Go through the records below and report each line with "AVENUE" in it.

== Data listing

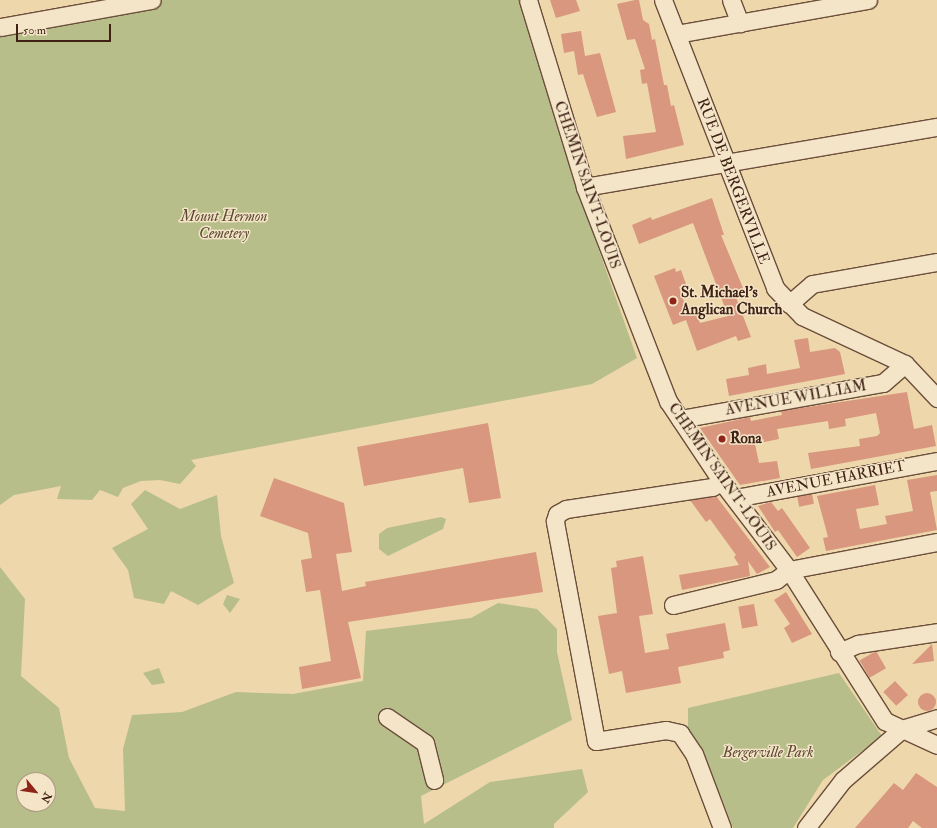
<!DOCTYPE html>
<style>
body{margin:0}
#map{position:relative;width:937px;height:828px;overflow:hidden;background:#eed7aa;font-family:"IM FELL Double Pica",serif}
div>[style]{position:absolute}
[style*='--x']{left:calc(var(--x)*1px);top:calc(var(--y)*1px);width:calc(var(--w)*1px);rotate:calc(var(--a)*1deg)}
.green>*{inset:0;background:#b7be8a}
.building>*{inset:0;background:#d8977e;transform-origin:0 0}
.round{border-radius:50%}
.roads{filter:drop-shadow(1px 0 #6b4e3b) drop-shadow(-1px 0 #6b4e3b) drop-shadow(0 1px #6b4e3b) drop-shadow(0 -1px #6b4e3b)}
.minor>*{height:17px;margin:-8.5px;padding:0 8.5px;transform-origin:8.5px;border-radius:8.5px;background:#f4e5c8}
.dots>*{width:11px;height:11px;translate:-50% -50%;box-sizing:border-box;border:2px solid #f4e5c8;border-radius:50%}
span{translate:-50% -50%;white-space:nowrap;text-align:center;line-height:1.15;-webkit-text-stroke:3px #f4e5c8;paint-order:stroke}
.street-label{font-size:15px;color:#3f2116}
.park-label{font-size:15px;color:#5d4833;font-style:italic}
.poi-label{font-size:15px;color:#3f2116;font-weight:700}
.left{translate:0 -50%;text-align:left}
.north{position:absolute;left:16px;top:772px;width:40px;height:40px;box-sizing:border-box;background:#f4e5c8;border:1px solid #ac9781;border-radius:50%;rotate:119deg;font-size:11px;font-weight:700;line-height:16px;text-align:center;color:#3f2116}
.north::after{content:'';display:block;margin:auto;width:14px;height:18px;background:#8f2418;clip-path:polygon(50% 0,100% 100%,50% 72%,0 100%)}
.scale{position:absolute;left:16px;top:24px;width:95px;height:18px;box-sizing:border-box;border:2px solid #3f2116;border-top:0;padding-left:5px;font-size:12px;line-height:14px;white-space:nowrap;color:#3f2116;-webkit-text-stroke:3px #f4e5c8;paint-order:stroke}
</style>
<div id="map">
<div class="green">
<div style="clip-path:polygon(153px 0,526px 0,577px 188px,637px 358px,592px 384px,191px 460px,196px 466px,180px 484px,160px 480px,141px 481px,123px 488px,118px 497px,100px 490px,92px 500px,57px 499px,61px 486px,14px 495px,0 505px,0 28px)"></div>
<div style="clip-path:polygon(145px 490px,180px 509px,217px 495px,221px 536px,234px 583px,198px 605px,171px 591px,164px 604px,134px 598px,128px 570px,112px 548px,148px 529px,131px 504px)"></div>
<div style="clip-path:polygon(441px 517px,446px 519px,443px 529px,388px 556px,379px 549px,379px 534px,387px 528px)"></div>
<div style="clip-path:polygon(evenodd,0 567px,25px 599px,21px 676px,59px 708px,69px 758px,95px 808px,125px 811px,123px 749px,132px 715px,182px 712px,236px 692px,293px 694px,363px 681px,366px 631px,471px 618px,498px 603px,537px 609px,557px 629px,557px 652px,572px 720px,421px 796px,424px 824px,490px 782px,582px 769px,588px 792px,554px 824px,554px 828px,0 828px,0 567px,24px 780px,48px 780px,48px 804px,24px 804px,24px 780px)"></div>
<div style="clip-path:polygon(227px 595px,240px 599px,230px 613px,223px 604px)"></div>
<div style="clip-path:polygon(159px 668px,165px 683px,152px 685px,143px 673px)"></div>
<div style="clip-path:polygon(839px 673px,882px 736px,823px 780px,793px 828px,733px 828px,720px 794px,707px 778px,688px 732px,688px 708px)"></div>
</div>
<div class="building">
<div style="clip-path:polygon(550px 0,576px 0,580px 11px,556px 18px)"></div>
<div style="clip-path:polygon(635px 0,639px 0,643px 20px,649px 24px,652px 40px,655px 39px,664px 85px,667px 85px,671px 106px,674px 105px,684px 145px,626px 159px,623px 136px,656px 132px,647px 83px,642px 84px,640px 70px,645px 69px,635px 39px,627px 40px,617px 4px)"></div>
<div style="clip-path:polygon(581px 31px,585px 56px,600px 53px,616px 112px,597px 117px,583px 74px,578px 75px,574px 51px,564px 53px,561px 34px)"></div>
<div style="clip-path:polygon(712px 198px,724px 235px,721px 235px,743px 288px,734px 292px,751px 337px,738px 341px,736px 336px,697px 351px,686px 320px,673px 325px,654px 276px,675px 268px,676px 272px,681px 270px,686px 284px,679px 287px,686px 308px,693px 305px,700px 323px,728px 316px,693px 223px,639px 244px,632px 225px,651px 217px,652px 220px)"></div>
<div style="clip-path:polygon(808px 338px,810px 352px,835px 348px,840px 352px,845px 374px,729px 396px,726px 379px,749px 375px,748px 368px,766px 364px,767px 374px,800px 368px,794px 340px)"></div>
<div style="clip-path:polygon(907px 392px,914px 429px,932px 425px,936px 446px,811px 469px,808px 453px,860px 446px,859px 439px,877px 436px,880px 433px,876px 413px,845px 419px,846px 426px,829px 429px,828px 421px,777px 429px,779px 439px,755px 444px,759px 463px,777px 461px,780px 478px,740px 485px,700px 428px,750px 417px,751px 421px,782px 415px,781px 411px)"></div>
<div style="clip-path:polygon(488px 423px,501px 498px,469px 503px,463px 468px,364px 486px,357px 447px)"></div>
<div style="clip-path:polygon(937px 475px,937px 491px,930px 492px,937px 530px,826px 551px,823px 538px,828px 537px,817px 496px,875px 485px,879px 505px,856px 509px,860px 529px,887px 524px,885px 516px,913px 511px,907px 480px)"></div>
<div style="clip-path:polygon(274px 478px,344px 503px,352px 552px,336px 554px,342px 591px,366px 586px,365px 582px,536px 552px,543px 592px,348px 622px,361px 678px,302px 689px,299px 667px,331px 661px,320px 590px,306px 592px,301px 560px,312px 558px,308px 533px,260px 516px)"></div>
<div style="left:812px;top:494px;width:10px;height:15px;rotate:79deg"></div>
<div style="clip-path:polygon(716px 496px,770px 567px,757px 574px,748px 561px,750px 576px,682px 590px,679px 575px,739px 565px,734px 557px,736px 555px,710px 519px,706px 522px,690px 500px)"></div>
<div style="clip-path:polygon(771px 502px,778px 511px,782px 508px,810px 548px,797px 557px,778px 530px,775px 532px,758px 506px)"></div>
<div style="clip-path:polygon(643px 556px,653px 614px,639px 616px,645px 653px,669px 649px,666px 634px,725px 623px,730px 650px,723px 652px,724px 658px,678px 667px,681px 683px,626px 693px,622px 671px,609px 674px,598px 616px,617px 613px,611px 568px,617px 567px,616px 561px)"></div>
<div style="clip-path:polygon(786px 592px,812px 634px,792px 643px,784px 628px,790px 624px,774px 600px)"></div>
<div style="left:754px;top:604px;width:22px;height:16px;rotate:80deg"></div>
<div style="clip-path:polygon(932px 644px,934px 661px,912px 664px)"></div>
<div style="left:876px;top:651px;width:20px;height:19px;rotate:60deg"></div>
<div style="left:895px;top:681px;width:19px;height:16px;rotate:47deg"></div>
<div class="round" style="left:918px;top:693px;width:18px;height:18px"></div>
<div style="clip-path:polygon(916px 773px,937px 787px,937px 828px,922px 828px,913px 821px,908px 828px,855px 828px,894px 783px,903px 790px)"></div>
</div>
<div class="roads">
<div class="minor">
<div style="--x:528;--y:0;--w:195;--a:73"></div>
<div style="--x:585;--y:187;--w:230;--a:68.8"></div>
<div style="--x:668;--y:401;--w:97;--a:56.3"></div>
<div style="--x:722;--y:482;--w:111;--a:52.7"></div>
<div style="--x:789;--y:570;--w:179;--a:57.6"></div>
<div style="--x:885;--y:721;--w:57;--a:24.8"></div>
<div style="--x:663;--y:0;--w:309;--a:68.7"></div>
<div style="--x:775;--y:288;--w:39;--a:46"></div>
<div style="--x:802;--y:316;--w:114;--a:25"></div>
<div style="--x:905;--y:364;--w:47;--a:46.7"></div>
<div style="--x:731;--y:0;--w:25;--a:69"></div>
<div style="--x:0;--y:27;--w:154;--a:-10.1"></div>
<div style="--x:677;--y:34;--w:194;--a:-10.1"></div>
<div style="--x:585;--y:187;--w:357;--a:-9.7"></div>
<div style="--x:789;--y:304;--w:30;--a:-41"></div>
<div style="--x:812;--y:284;--w:127;--a:-10"></div>
<div style="--x:680;--y:419;--w:206;--a:-10.1"></div>
<div style="--x:883;--y:383;--w:29;--a:-41"></div>
<div style="--x:735;--y:498;--w:205;--a:-10.4"></div>
<div style="--x:673;--y:605;--w:106;--a:-13.6"></div>
<div style="--x:776;--y:580;--w:16;--a:-38"></div>
<div style="--x:789;--y:570;--w:151;--a:-10.7"></div>
<div style="--x:839;--y:652;--w:21;--a:-23"></div>
<div style="--x:858;--y:644;--w:80;--a:-8.6"></div>
<div style="--x:387;--y:717;--w:46;--a:34.4"></div>
<div style="--x:425;--y:743;--w:38;--a:76"></div>
<div style="--x:722;--y:828;--w:79;--a:-110.7"></div>
<div style="--x:694;--y:754;--w:25;--a:-124"></div>
<div style="--x:680;--y:733;--w:14;--a:-168"></div>
<div style="--x:666;--y:730;--w:71;--a:171.1"></div>
<div style="--x:596;--y:741;--w:224;--a:-100.6"></div>
<div style="--x:555;--y:521;--w:7;--a:-74"></div>
<div style="--x:557;--y:514;--w:10;--a:-29"></div>
<div style="--x:566;--y:509;--w:148;--a:-8.6"></div>
<div style="--x:712;--y:487;--w:11;--a:-27"></div>
<div style="--x:806;--y:828;--w:61;--a:-52.4"></div>
<div style="--x:843;--y:780;--w:78;--a:-40.8"></div>
<div style="--x:902;--y:729;--w:37;--a:-17"></div>
</div>
</div>
<div class="dots">
<div style="left:673px;top:301px;background:#8f2418"></div>
<div style="left:722px;top:439px;background:#8f2418"></div>
</div>
<div class="street-label">
<span style="left:733px;top:181px;rotate:69deg">RUE DE BERGERVILLE</span>
<span style="left:587px;top:185px;rotate:71deg">CHEMIN SAINT-LOUIS</span>
<span style="left:796px;top:398px;rotate:-10deg">AVENUE WILLIAM</span>
<span style="left:722px;top:477px;rotate:55deg">CHEMIN SAINT-LOUIS</span>
<span style="left:836px;top:479px;rotate:-11deg">AVENUE HARRIET</span>
</div>
<div class="park-label">
<span style="left:224px;top:225px">Mount Hermon<br>Cemetery</span>
<span style="left:768px;top:753px">Bergerville Park</span>
</div>
<div class="poi-label">
<span class="left" style="left:681px;top:301px">St. Michael's<br>Anglican Church</span>
<span class="left" style="left:730px;top:439px">Rona</span>
</div>
<div class="north">N</div>
<div class="scale">50 m</div>
</div>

====

→ **Exercise response**
<span style="left:796px;top:398px;rotate:-10deg">AVENUE WILLIAM</span>
<span style="left:836px;top:479px;rotate:-11deg">AVENUE HARRIET</span>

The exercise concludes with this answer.